Problem details
Say how many lines in the following data hold the word "Narti". Write nothing but that number.

[Collected data entries]
- - - -

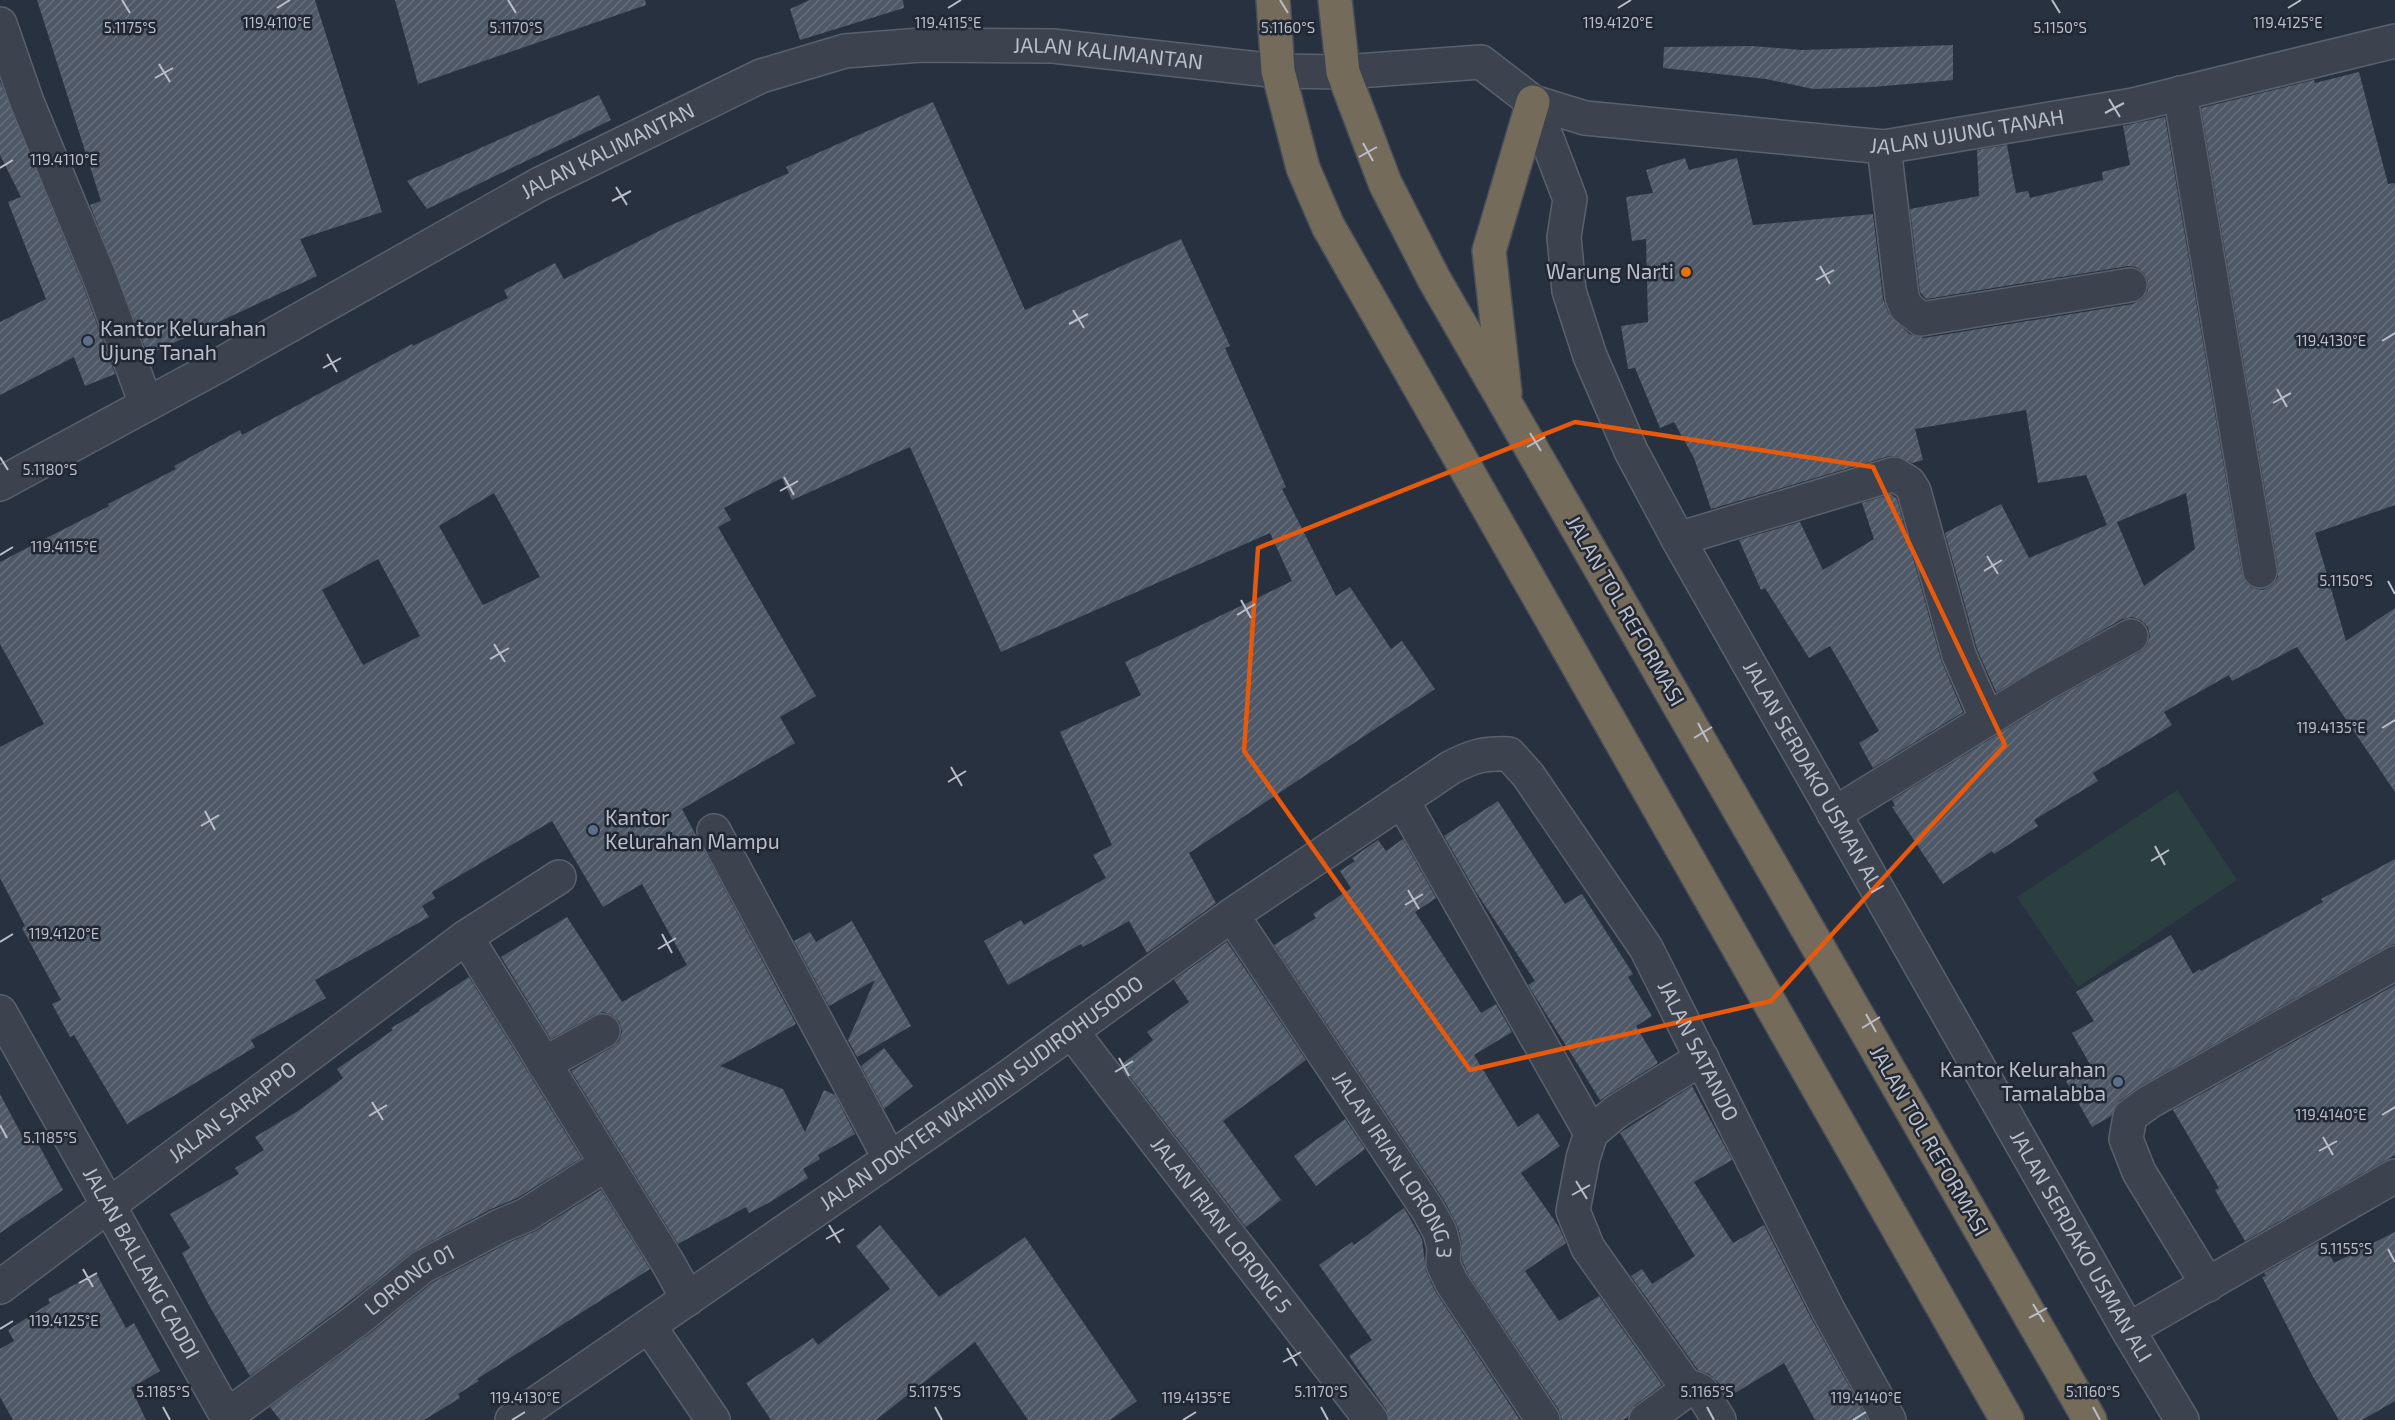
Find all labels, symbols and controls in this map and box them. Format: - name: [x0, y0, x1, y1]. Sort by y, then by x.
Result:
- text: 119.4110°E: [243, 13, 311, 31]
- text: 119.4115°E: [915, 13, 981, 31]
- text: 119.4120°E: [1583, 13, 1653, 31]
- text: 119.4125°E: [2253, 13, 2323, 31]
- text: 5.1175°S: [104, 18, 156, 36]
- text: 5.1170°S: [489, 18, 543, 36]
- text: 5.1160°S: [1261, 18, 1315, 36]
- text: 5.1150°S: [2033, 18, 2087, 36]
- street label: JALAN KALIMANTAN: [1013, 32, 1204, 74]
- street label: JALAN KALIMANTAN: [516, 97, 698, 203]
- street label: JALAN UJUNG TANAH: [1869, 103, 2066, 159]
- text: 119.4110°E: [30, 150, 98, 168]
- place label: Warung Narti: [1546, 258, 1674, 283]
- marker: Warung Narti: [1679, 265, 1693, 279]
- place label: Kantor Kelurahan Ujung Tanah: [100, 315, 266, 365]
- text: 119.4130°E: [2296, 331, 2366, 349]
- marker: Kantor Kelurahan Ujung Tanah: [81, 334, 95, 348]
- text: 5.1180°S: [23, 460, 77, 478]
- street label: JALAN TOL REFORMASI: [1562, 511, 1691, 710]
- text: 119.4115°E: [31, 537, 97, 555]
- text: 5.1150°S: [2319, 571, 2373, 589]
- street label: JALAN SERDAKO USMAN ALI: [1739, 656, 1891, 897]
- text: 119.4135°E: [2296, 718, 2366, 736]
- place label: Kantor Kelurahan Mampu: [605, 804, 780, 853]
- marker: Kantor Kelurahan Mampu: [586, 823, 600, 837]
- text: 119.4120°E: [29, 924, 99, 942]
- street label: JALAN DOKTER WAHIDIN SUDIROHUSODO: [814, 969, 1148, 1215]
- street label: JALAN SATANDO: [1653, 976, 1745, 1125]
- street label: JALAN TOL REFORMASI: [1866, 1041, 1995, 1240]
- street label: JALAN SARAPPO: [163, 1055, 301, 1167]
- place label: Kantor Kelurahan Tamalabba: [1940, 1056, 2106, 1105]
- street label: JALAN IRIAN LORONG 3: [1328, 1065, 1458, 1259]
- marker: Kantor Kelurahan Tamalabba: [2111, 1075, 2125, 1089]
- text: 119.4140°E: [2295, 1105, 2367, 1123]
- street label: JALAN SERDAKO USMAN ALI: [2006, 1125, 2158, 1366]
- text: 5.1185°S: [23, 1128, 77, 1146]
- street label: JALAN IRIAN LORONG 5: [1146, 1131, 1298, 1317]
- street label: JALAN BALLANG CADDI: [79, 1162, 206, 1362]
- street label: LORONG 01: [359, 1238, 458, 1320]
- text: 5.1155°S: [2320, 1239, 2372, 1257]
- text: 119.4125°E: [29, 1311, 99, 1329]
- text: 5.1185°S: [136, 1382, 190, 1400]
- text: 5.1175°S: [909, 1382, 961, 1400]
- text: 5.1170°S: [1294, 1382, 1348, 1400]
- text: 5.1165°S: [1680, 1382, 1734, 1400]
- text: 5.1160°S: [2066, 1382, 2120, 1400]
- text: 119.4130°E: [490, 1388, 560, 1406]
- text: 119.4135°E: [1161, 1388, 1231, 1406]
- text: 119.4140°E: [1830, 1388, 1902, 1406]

- - - -

Solved exercise
2